Delfines
- Full name: Delfines Fútbol Club
- Nickname: La Marea Naranja
- Founded: 18 August 2012; 13 years ago
- Dissolved: 30 May 2014; 11 years ago
- Ground: Estadio Unidad Deportiva Campus II de la UNACAR Ciudad del Carmen, Campeche, Mexico
- Capacity: 8,985
- Owner: Grupo Delfines
- Chairman: Verónica González
- Manager: José Marroquín
- Clausura 2014: DNQ
| Home colours | Away colours | Third colours |

= Delfines F.C. =

Delfines Fútbol Club was a Mexican football club based in Ciudad del Carmen, Campeche. The team last played in the Liga de Ascenso de México, the second tier of the Mexican football league system. The team played their home matches at the Estadio Unidad Deportiva Campus II de la UNACAR.

==History==
The team was founded on July 20, 2011 and originally played in the Segunda División de México, the third tier of the Mexican football league system. On May 20, 2013 it was announced that the team owner Grupo Delfines bought the Ascenso MX club Pumas Morelos and relocated the team from Cuernavaca, Morelos to Ciudad del Carmen, Campeche, thus creating the Delfines F.C. franchise.

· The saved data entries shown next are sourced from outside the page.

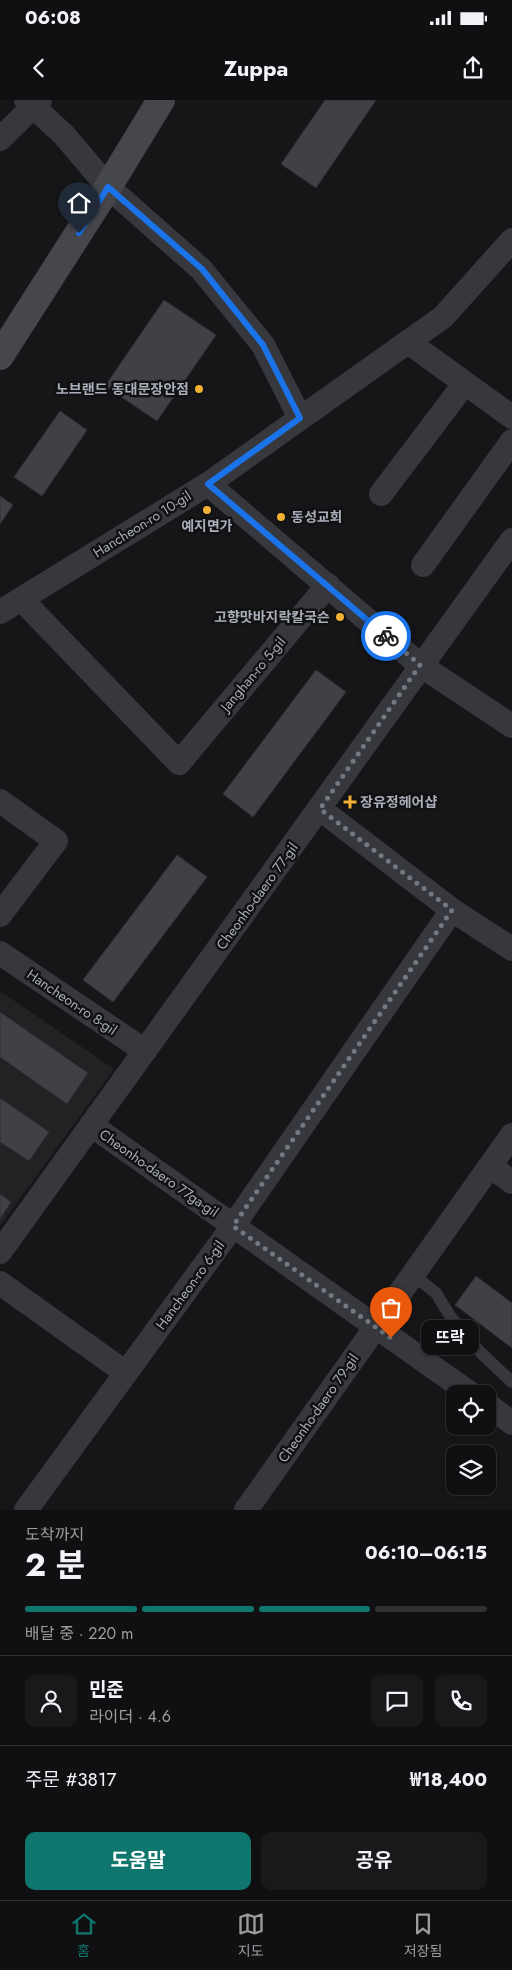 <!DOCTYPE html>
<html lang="ko">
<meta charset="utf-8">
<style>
:root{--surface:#101012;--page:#19191b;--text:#f1f3f6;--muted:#9c9d9f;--line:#303032;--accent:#0f766e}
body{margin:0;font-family:Jost,"Noto Sans KR",sans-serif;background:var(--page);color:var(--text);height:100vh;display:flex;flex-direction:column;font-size:19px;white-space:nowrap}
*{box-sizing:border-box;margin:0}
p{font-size:16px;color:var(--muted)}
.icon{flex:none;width:28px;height:28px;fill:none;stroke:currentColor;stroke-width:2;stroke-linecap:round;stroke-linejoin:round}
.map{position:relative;height:1410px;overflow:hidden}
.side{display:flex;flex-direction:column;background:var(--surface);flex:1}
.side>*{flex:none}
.fabs{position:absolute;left:446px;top:1285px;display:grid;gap:10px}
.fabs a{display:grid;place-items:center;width:50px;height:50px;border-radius:10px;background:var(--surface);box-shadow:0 1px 4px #0004,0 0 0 1px var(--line);font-size:25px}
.pin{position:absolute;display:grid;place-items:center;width:42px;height:42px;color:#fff;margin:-51px -21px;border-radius:50% 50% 50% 0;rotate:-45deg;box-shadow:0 0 5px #0007}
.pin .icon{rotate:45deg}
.courier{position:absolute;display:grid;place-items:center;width:50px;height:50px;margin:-25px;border:4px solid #1a73e8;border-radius:50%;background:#fff;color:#222;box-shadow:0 1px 6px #0007}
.bubble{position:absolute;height:35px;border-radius:10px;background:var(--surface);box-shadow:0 1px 4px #0004,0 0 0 1px var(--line);font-size:16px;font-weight:700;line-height:35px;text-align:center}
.overview em{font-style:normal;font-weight:700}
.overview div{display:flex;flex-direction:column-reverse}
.overview{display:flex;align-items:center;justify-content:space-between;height:85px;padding:0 25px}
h1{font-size:32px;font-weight:700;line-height:38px}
.bar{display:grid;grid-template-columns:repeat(4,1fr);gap:8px 5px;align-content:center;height:60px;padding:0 25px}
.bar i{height:6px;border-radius:4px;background:var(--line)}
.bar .selected{background:var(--accent)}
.bar p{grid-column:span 4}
.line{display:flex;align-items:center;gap:12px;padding:0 25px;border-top:1px solid var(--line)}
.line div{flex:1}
.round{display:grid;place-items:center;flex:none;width:52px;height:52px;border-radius:10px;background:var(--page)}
.action{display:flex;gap:10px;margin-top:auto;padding:10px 25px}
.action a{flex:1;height:58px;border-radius:10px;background:var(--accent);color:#fff;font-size:20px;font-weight:700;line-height:58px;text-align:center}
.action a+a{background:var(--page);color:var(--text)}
.status{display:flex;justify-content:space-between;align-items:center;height:35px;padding:0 25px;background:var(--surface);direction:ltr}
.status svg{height:14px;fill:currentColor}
header{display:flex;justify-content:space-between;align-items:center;height:65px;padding:0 25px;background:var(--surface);font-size:22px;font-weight:700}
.dock{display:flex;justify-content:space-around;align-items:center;height:70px;border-top:1px solid var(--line);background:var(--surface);font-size:14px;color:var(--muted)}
.dock a{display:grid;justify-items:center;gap:2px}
.dock .selected{color:var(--accent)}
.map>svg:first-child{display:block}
.built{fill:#222225}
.building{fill:#404145;stroke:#303034}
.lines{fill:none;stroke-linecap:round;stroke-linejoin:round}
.service{stroke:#37383d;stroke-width:12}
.minor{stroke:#37383d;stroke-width:24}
.secondary{stroke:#45474d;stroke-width:28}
.done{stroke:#757880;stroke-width:5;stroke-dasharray:0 9}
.route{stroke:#1a73e8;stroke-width:6}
.poi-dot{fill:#f2b134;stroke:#111113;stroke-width:2}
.labels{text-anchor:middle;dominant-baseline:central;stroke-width:5;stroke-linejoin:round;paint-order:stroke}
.poi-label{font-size:14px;font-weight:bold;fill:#a8adb8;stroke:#111113;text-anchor:end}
.street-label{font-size:14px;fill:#a8adb8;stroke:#111113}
</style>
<div class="status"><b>06:08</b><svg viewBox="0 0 49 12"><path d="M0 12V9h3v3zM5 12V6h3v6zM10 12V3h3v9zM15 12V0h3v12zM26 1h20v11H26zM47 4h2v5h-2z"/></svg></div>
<header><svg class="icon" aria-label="back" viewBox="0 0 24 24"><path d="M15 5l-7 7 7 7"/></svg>Zuppa<svg class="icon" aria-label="share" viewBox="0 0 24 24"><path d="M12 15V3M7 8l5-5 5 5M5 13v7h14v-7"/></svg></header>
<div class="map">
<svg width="512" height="1410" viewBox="0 0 512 1410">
<rect width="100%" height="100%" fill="#161618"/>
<path class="built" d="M0,891L114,969L0,1126Z"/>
<path class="building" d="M325,0H376L316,88L281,64Z
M164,200L216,235L157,321L105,286Z
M60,311L87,330L42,396L14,377Z
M0,396L13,405L0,424Z
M316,570L346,592L253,717L223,694Z
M177,755L207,777L113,902L83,880Z
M0,912L88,973L67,1004L0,957Z
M0,998L49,1032L29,1061L0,1042Z
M0,1094L11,1102L0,1119Z
M476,1176L512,1203V1248L455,1205Z"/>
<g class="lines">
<path class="service" d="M412,1174L436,1193L450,1216L481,1253L512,1282"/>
<path class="minor" d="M26,0L64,35L108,87L201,169L263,245L300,318
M0,39L40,0
M408,242L512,317
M208,384L420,565L512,626
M381,394L465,283
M423,465L512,341
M21,499L179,663L328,485
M0,512L208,384L443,217L512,140
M0,701L56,741L0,815
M320,709L452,810L512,849
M0,853L145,951
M91,1025L471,1294
M490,1066L512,1082
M0,1152L512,440
M0,1183L126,1273
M488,1305L512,1323
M26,1410L233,1126L452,810
M246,1410L512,1035"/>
<path class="secondary" d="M0,256L108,87L161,0"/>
</g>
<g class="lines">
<path class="done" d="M386,536L420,565L320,709L452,810L233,1126L391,1238"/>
<path class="route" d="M79,133L108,87L202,169L263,245L300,318L208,384L386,536"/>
</g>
<g class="poi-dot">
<circle cx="199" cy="289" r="5"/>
<circle cx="207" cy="410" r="5"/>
<circle cx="281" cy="417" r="5"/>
<circle cx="340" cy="517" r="5"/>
<path d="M347.5 694.5h5v5h5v5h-5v5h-5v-5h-5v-5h5z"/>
</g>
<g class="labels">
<g class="poi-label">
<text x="189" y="289">노브랜드 동대문장안점</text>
<text x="291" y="417" text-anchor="start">동성교회</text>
<text x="207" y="426" text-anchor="middle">예지면가</text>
<text x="330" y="517">고향맛바지락칼국슨</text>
<text x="360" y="702" text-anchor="start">장유정헤어샵</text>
</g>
<g class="street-label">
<text transform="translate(142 424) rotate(-32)">Hancheon-ro 10-gil</text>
<text transform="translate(253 574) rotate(-50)">Janghan-ro 5-gil</text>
<text transform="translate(257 796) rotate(-54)">Cheonho-daero 77-gil</text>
<text transform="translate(72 902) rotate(34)">Hancheon-ro 8-gil</text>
<text transform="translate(159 1073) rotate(35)">Cheonho-daero 77ga-gil</text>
<text transform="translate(190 1185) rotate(-54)">Hancheon-ro 6-gil</text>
<text transform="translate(318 1308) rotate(-55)">Cheonho-daero 79-gil</text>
</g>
</g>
</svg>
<div class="fabs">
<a><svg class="icon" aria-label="locate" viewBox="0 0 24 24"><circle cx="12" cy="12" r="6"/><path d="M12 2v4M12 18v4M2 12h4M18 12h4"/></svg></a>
<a><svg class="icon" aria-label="layers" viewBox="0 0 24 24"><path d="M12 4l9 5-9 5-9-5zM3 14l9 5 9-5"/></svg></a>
</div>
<div class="pin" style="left:391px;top:1238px;background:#ea580c"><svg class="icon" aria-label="bag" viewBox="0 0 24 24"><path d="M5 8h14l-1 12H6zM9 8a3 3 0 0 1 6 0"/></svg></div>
<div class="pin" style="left:79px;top:133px;background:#1f2937"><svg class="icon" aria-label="home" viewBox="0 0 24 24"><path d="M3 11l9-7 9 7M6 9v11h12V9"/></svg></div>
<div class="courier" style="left:386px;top:536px"><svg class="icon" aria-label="bike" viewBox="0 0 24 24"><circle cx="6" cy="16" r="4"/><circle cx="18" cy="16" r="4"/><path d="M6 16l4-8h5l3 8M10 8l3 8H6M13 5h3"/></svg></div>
<div class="bubble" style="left:421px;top:1220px;width:58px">뜨락</div>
</div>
<section class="side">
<div class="overview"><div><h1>2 분</h1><p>도착까지</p></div><em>06:10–06:15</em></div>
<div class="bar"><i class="selected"></i><i class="selected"></i><i class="selected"></i><i></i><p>배달 중 · 220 m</p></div>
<div class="line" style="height:90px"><a class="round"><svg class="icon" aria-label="person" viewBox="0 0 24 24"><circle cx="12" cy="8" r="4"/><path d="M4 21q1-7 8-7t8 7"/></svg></a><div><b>민준</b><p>라이더 · 4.6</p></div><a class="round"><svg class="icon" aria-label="chat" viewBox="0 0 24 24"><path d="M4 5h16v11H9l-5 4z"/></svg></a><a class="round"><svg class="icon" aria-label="phone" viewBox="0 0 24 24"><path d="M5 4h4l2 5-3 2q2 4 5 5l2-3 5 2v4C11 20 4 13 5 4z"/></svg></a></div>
<div class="line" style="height:65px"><div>주문 #3817</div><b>₩18,400</b></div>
<div class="action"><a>도움말</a><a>공유</a></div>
</section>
<nav class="dock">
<a class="selected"><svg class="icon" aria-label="home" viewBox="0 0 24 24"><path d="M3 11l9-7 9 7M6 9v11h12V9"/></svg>홈</a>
<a><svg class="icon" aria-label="map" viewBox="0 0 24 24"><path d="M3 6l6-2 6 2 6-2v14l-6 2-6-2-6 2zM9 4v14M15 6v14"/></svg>지도</a>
<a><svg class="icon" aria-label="saved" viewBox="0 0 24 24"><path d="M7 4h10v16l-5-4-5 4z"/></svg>저장됨</a>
</nav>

Due to the team's origin, the team's squad was made up of mostly former Pumas Morelos players and some members from the previous Delfines franchise who played in the Segunda División.

The team only participated for one season in the Ascenso MX, since on May 30, 2014, it was disaffiliated by the FMF because its owner was subjected to criminal proceedings.